Compared with much of the rest of the world, the United States has a vast and well-developed physical infrastructure. For instance, the 47,000-mile U.S. interstate system is the world's most extensive highway network and one of the largest public works project in history. To this point, U.S. investment in roads and other public facilities has coincided with decades of solid economic growth, strong productivity gains, and wealth creation. But infrastructure maintenance is only 2 percent of U.S. GDP—a number that lags many nations' investments—and is a potential competitive disadvantage for the future, according to the U.S. Chamber of Commerce.

This inadequate investment has over time caused a deterioration in U.S. infrastructure. The United States spends about $113 billion each year on infrastructure maintenance, but that amount doesn't come close to paying for the $1.6 trillion in maintenance projects needed through 2010, according to the American Society of Civil Engineers (ASCE).

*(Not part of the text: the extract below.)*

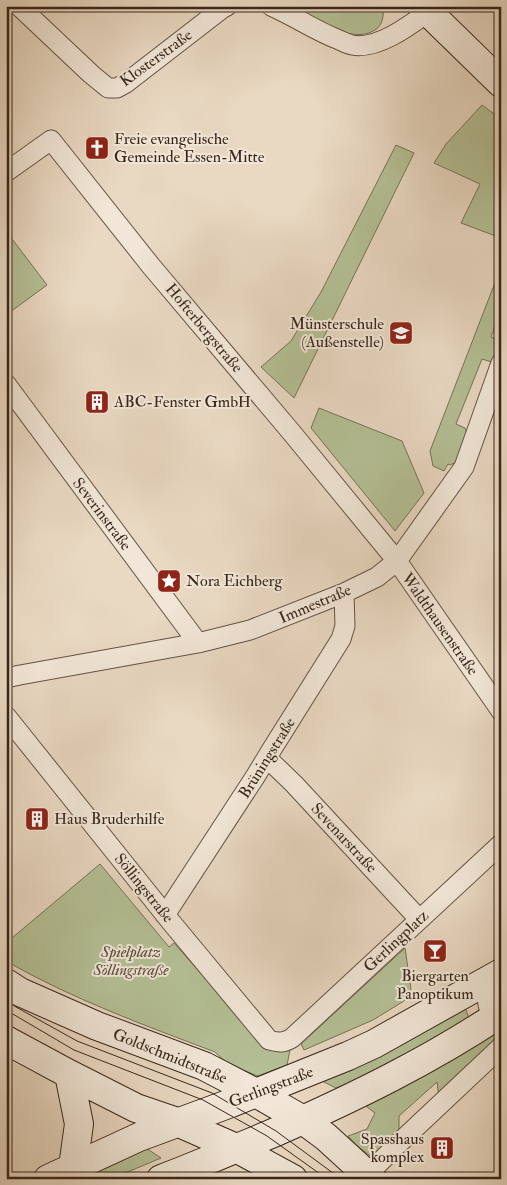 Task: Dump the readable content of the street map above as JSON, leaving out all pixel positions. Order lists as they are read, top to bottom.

Those projects include upgrading about one-third of the nation's major roads, which are in poor or mediocre condition, according to the ASCE. In recent years, the United States has also deferred maintenance on bridges; about a quarter of U.S. bridges are structurally deficient or functionally obsolete, according to the U.S. Chamber of Commerce.

The deterioration of the nation's transportation network is evident in residents' quality of life. Worsening physical infrastructure forces millions of U.S. motorists to endure worsening congestion (with the resulting increased air pollution) and wastes $78 billion per year in time and fuel costs, according to the Texas Transportation Institute.

"Decades ago we built the best infrastructure system the world has ever known and then proceeded to take it for granted," said U.S. Chamber of Commerce President and Chief Executive Officer Thomas Donohue. "It shouldn't take a disaster like the bridge collapse to focus the nation's attention on our vast infrastructure challenges. But now that we have that focus, we must not lose it."